• **YOUR ASSIGNMENT**
Output every entry exactly as written, but omit the pictures.

• **DATA SECTION**
☆ ☆ ☆ ☆ ☆

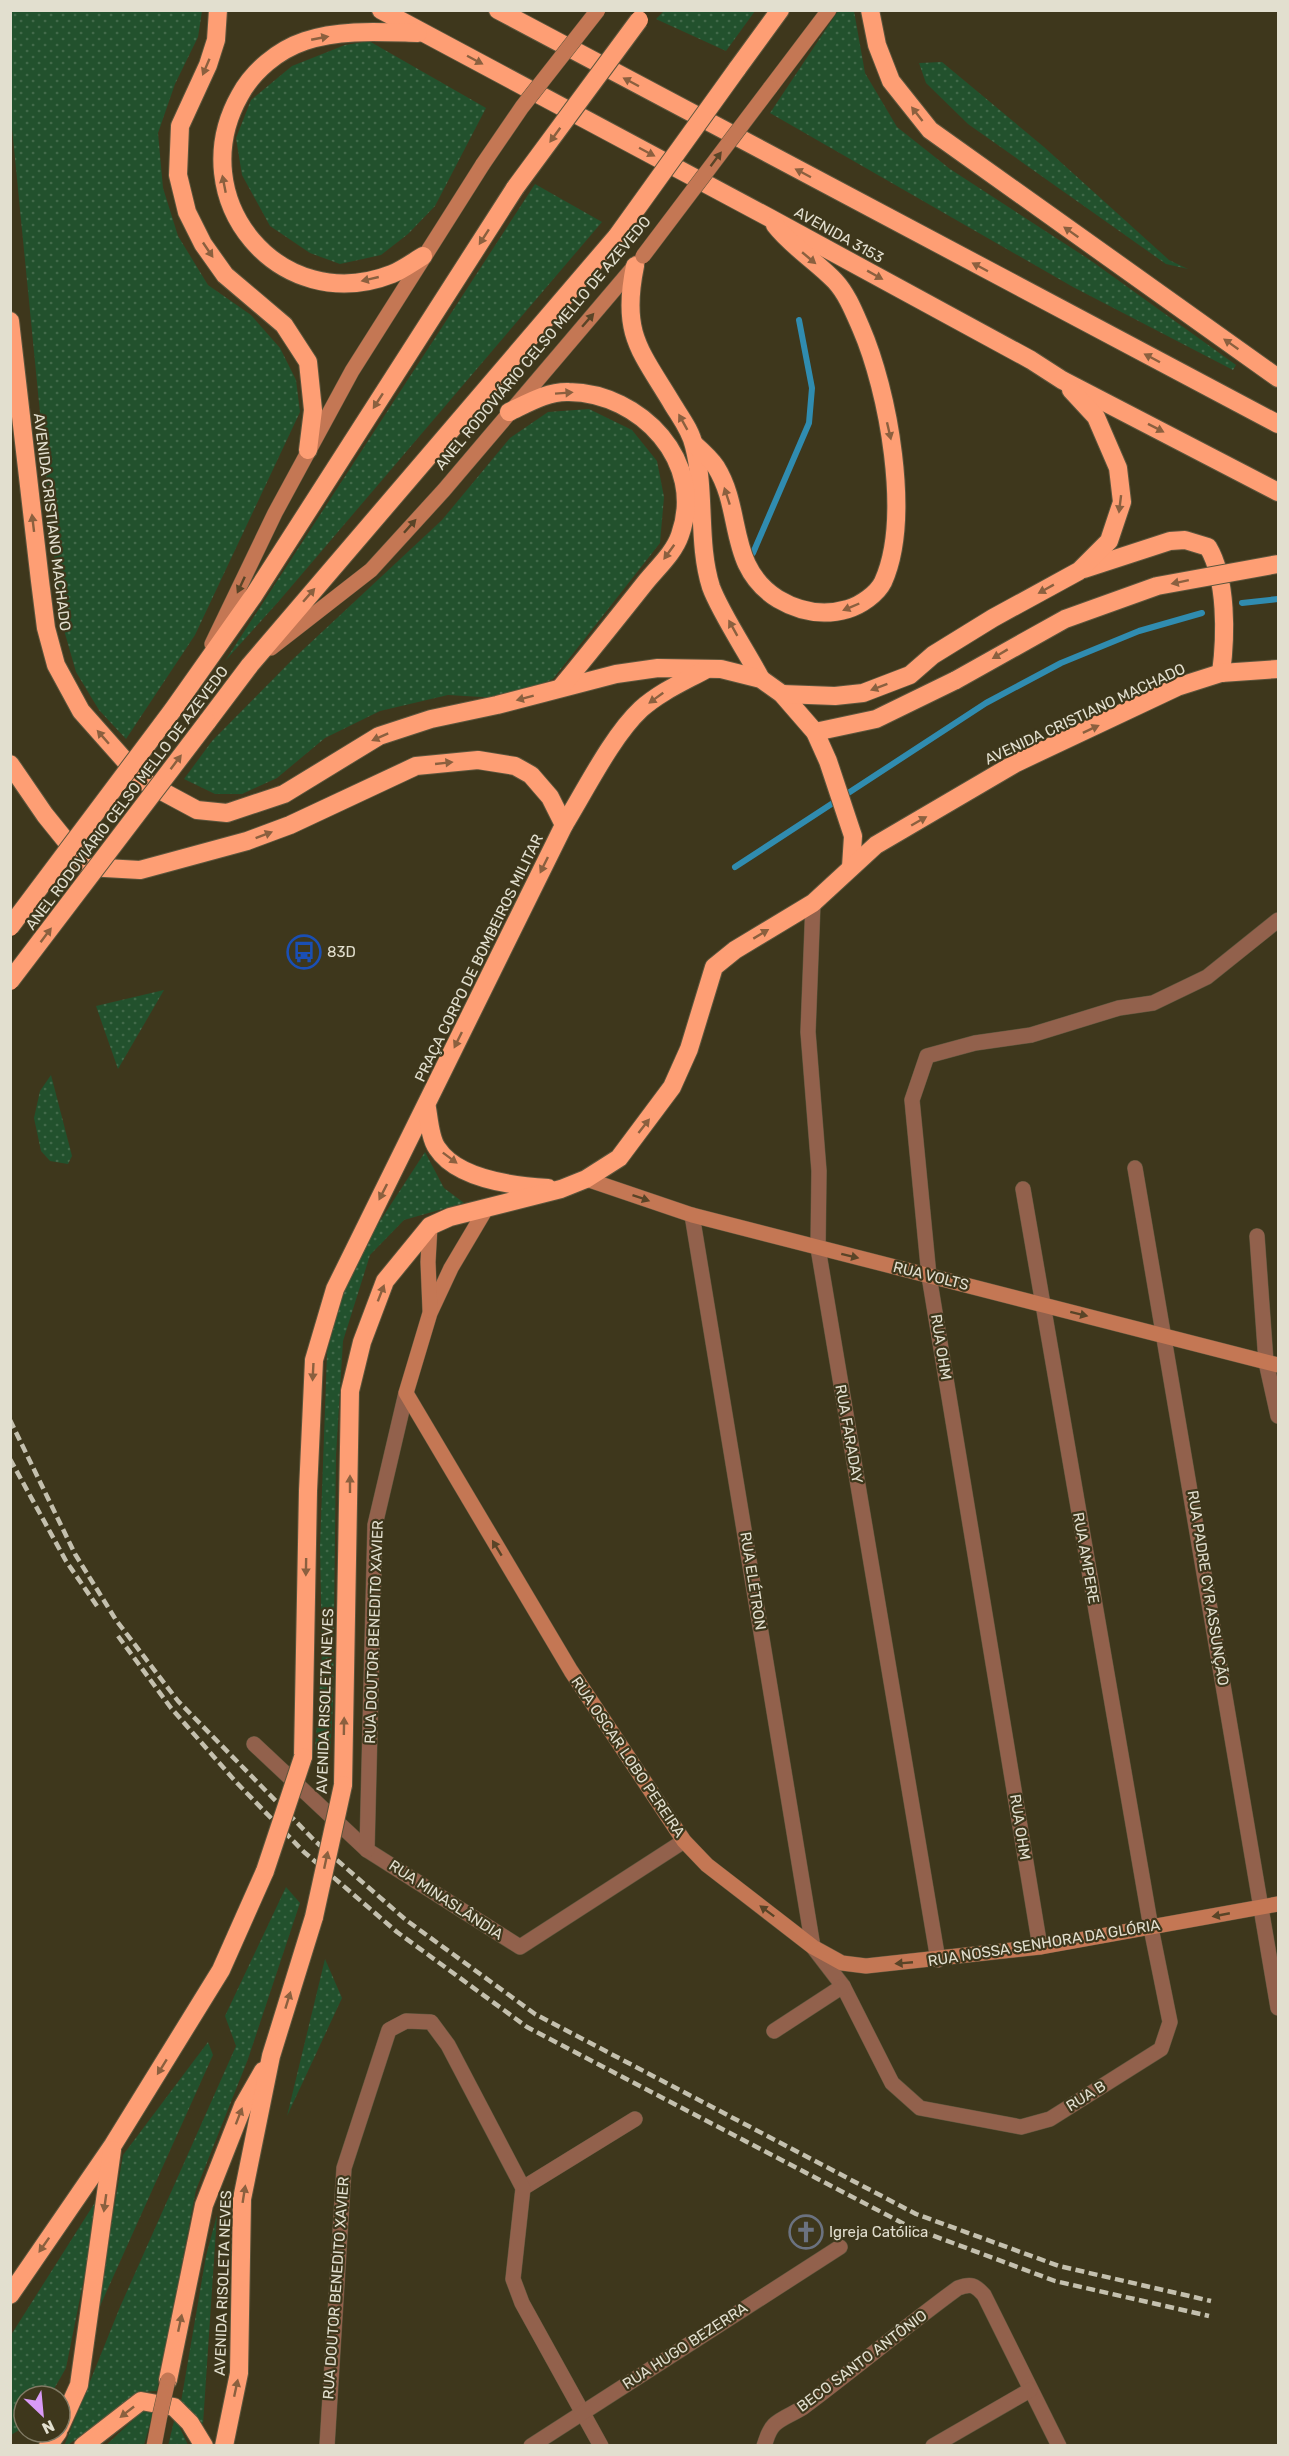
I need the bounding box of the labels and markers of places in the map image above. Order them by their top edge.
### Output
bus stop icon: 83D [286,934,322,970]
place label: 83D [327,943,356,961]
church icon: Igreja Católica [788,2214,824,2250]
place label: Igreja Católica [829,2223,928,2241]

☆ ☆ ☆ ☆ ☆

• **PROBLEM SOLUTION**
I need the bounding box of the labels and markers of places in the map image above. Order them by their top edge.
### Output
bus stop icon: 83D [286,934,322,970]
place label: 83D [327,943,356,961]
church icon: Igreja Católica [788,2214,824,2250]
place label: Igreja Católica [829,2223,928,2241]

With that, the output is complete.